The yarn changes colors in magical ways, and the two balls were not identical, but marry very nicely, and I love them. I am not hung up on having matchy-matchy socks. This yarn makes it impossible to know how they will turn out until you are done. That is the nature of the yarn, and I love that. My self-striping socks do just that, self-stripe. I love that, and I don't care if the stripes line up exactly, fraternal socks are just fine by me. They are still beautiful, and created by my own hands. That being said, this is the comment that I got from the State Fair judge:
Click on it, blow it up, it says "Would have been first but not a pair...
I did have one person ask if I left the second sock at home, but I did not! I take no offense what so ever to the people who did place and get ribbons. From the pictures I have seen (Football season - did not make it there in person) there was a lot of lovely work. I am glad to see that so many people entered. That is what makes the state fair wonderful. That said, quilters have no business judging knitting. The socks turned out the way that they did, because that is the nature of the yarn. They most definitely are a PAIR. And then to tell me that I would have gotten first, but instead did not even get a participation ribbon (not sure if they did that this year or not) is nothing short of frustrating.

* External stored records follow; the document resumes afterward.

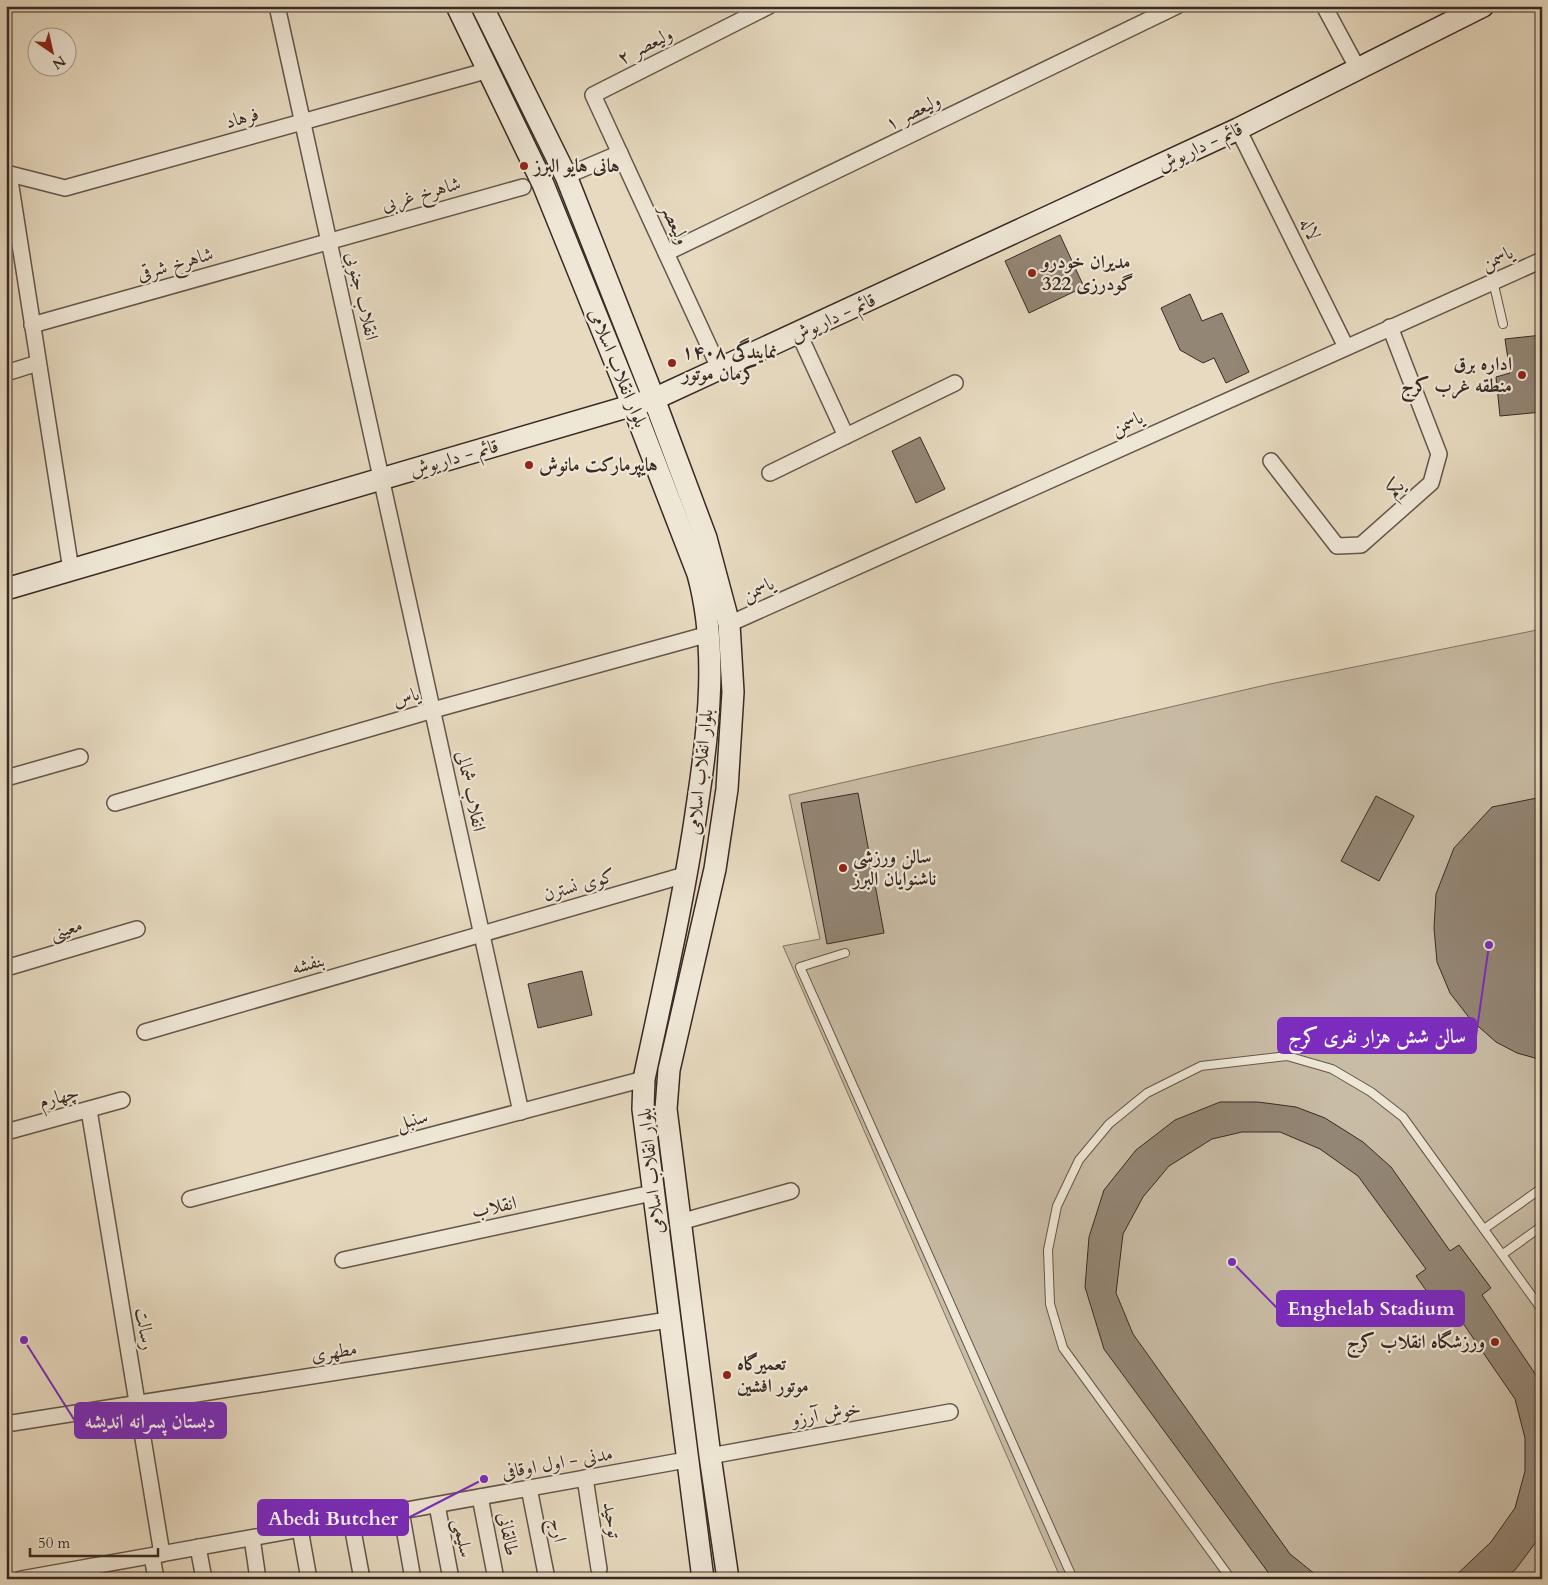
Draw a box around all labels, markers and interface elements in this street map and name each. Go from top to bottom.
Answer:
street label: ولیعصر ۲ [613,21,677,71]
north arrow [28,28,78,78]
text: N [49,51,69,74]
street label: ولیعصر ۱ [881,87,945,137]
street label: فرهاد [222,101,262,135]
street label: قائم - داریوش [1153,116,1248,181]
place label: هانی هایو البرز [532,153,620,179]
marker: هانی هایو البرز [518,160,530,172]
street label: شاهرخ غربی [378,170,465,222]
street label: ولیعصر [653,197,696,249]
street label: لاله [1293,213,1327,245]
street label: یاسمن [1477,239,1519,277]
street label: شاهرخ شرقی [134,241,217,291]
street label: انقلاب جنوبی [338,249,385,343]
place label: مدیران خودرو گودرزی 322 [1040,249,1134,297]
marker: مدیران خودرو گودرزی 322 [1026,267,1038,279]
street label: قائم - داریوش [786,287,881,352]
street label: بلوار انقلاب اسلامی [582,305,654,431]
place label: نمایندگی ۱۴۰۸ کرمان موتور [680,337,777,387]
place label: اداره برق منطقه غرب کرج [1401,351,1512,403]
marker: نمایندگی ۱۴۰۸ کرمان موتور [666,357,678,369]
marker: اداره برق منطقه غرب کرج [1516,369,1528,381]
street label: یاسمن [1107,404,1149,442]
street label: قائم - داریوش [406,433,502,486]
place label: هایپرمارکت مانوش [539,452,658,478]
marker: هایپرمارکت مانوش [523,459,535,471]
street label: یکم [1380,472,1414,506]
street label: یاسمن [738,570,780,608]
street label: یاس [390,680,424,713]
street label: بلوار انقلاب اسلامی [680,708,720,836]
street label: انقلاب شمالی [450,748,492,834]
place label: سالن ورزشی ناشنوایان البرز [851,844,937,892]
street label: کوی نسترن [540,862,618,908]
marker: سالن ورزشی ناشنوایان البرز [837,862,849,874]
street label: معینی [47,912,85,946]
street label: بنفشه [289,947,327,981]
callout: سالن شش هزار نفری کرج [1278,1018,1476,1053]
text: سالن شش هزار نفری کرج [1288,1023,1466,1055]
street label: چهارم [36,1079,83,1118]
street label: سنبل [393,1103,431,1137]
street label: بلوار انقلاب اسلامی [631,1107,671,1235]
street label: انقلاب [469,1190,519,1224]
callout: Enghelab Stadium [1277,1291,1464,1326]
text: Enghelab Stadium [1287,1295,1455,1322]
street label: رسالت [129,1306,161,1352]
place label: ورزشگاه انقلاب کرج [1346,1329,1485,1359]
street label: مطهری [309,1336,359,1368]
marker: ورزشگاه انقلاب کرج [1489,1336,1501,1348]
place label: تعمیرگاه موتور افشین [737,1351,809,1399]
marker: تعمیرگاه موتور افشین [721,1369,733,1381]
street label: خوش آرزو [787,1395,863,1433]
callout: دبستان پسرانه اندیشه [75,1403,226,1438]
text: دبستان پسرانه اندیشه [84,1408,216,1436]
street label: مدنی - اول اوقافی [499,1440,615,1486]
callout: Abedi Butcher [258,1500,408,1535]
street label: توحید [596,1500,628,1540]
text: Abedi Butcher [268,1505,399,1532]
street label: طالقانی [491,1510,525,1558]
street label: سلیمی [447,1516,479,1560]
street label: ارج [539,1516,573,1545]
scale bar [30,1525,158,1557]
text: 50 m [38,1533,70,1553]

I worked hard on my socks, and I am very proud of them. In fact, I am going to work on writing up the pattern after having so many ask about it. It may end up being a sock of the month at Twist at some point in time, but I am going to write up the pattern (not sure how to fit it all into my schedule - that is why I am starting now). This judge will certainly not deter me, or change how I want to make my socks, but it just stands to show, quilters are perfect to judge quilters, but only knitters should be allowed to judge other knitting work.
It is one of the reasons that I am working on this pattern, because other knitters like it, and have asked for it. Okay, I will get off my soap box now.
3 comments:
I LOVE the socks, and I agree when you have people who have no idea what they are judging it is impossible to get a fair representation. I am glad you are not going to let "those stinkin' judges" (angry pirate voice) rain on your parade. They are Best in Show to me.
Deb
I noticed some freaky judging in Domestic Arts, just in the few cards I looked at (I didn't enter anything this year, myself, though usually I'm off in Fine Arts anyway).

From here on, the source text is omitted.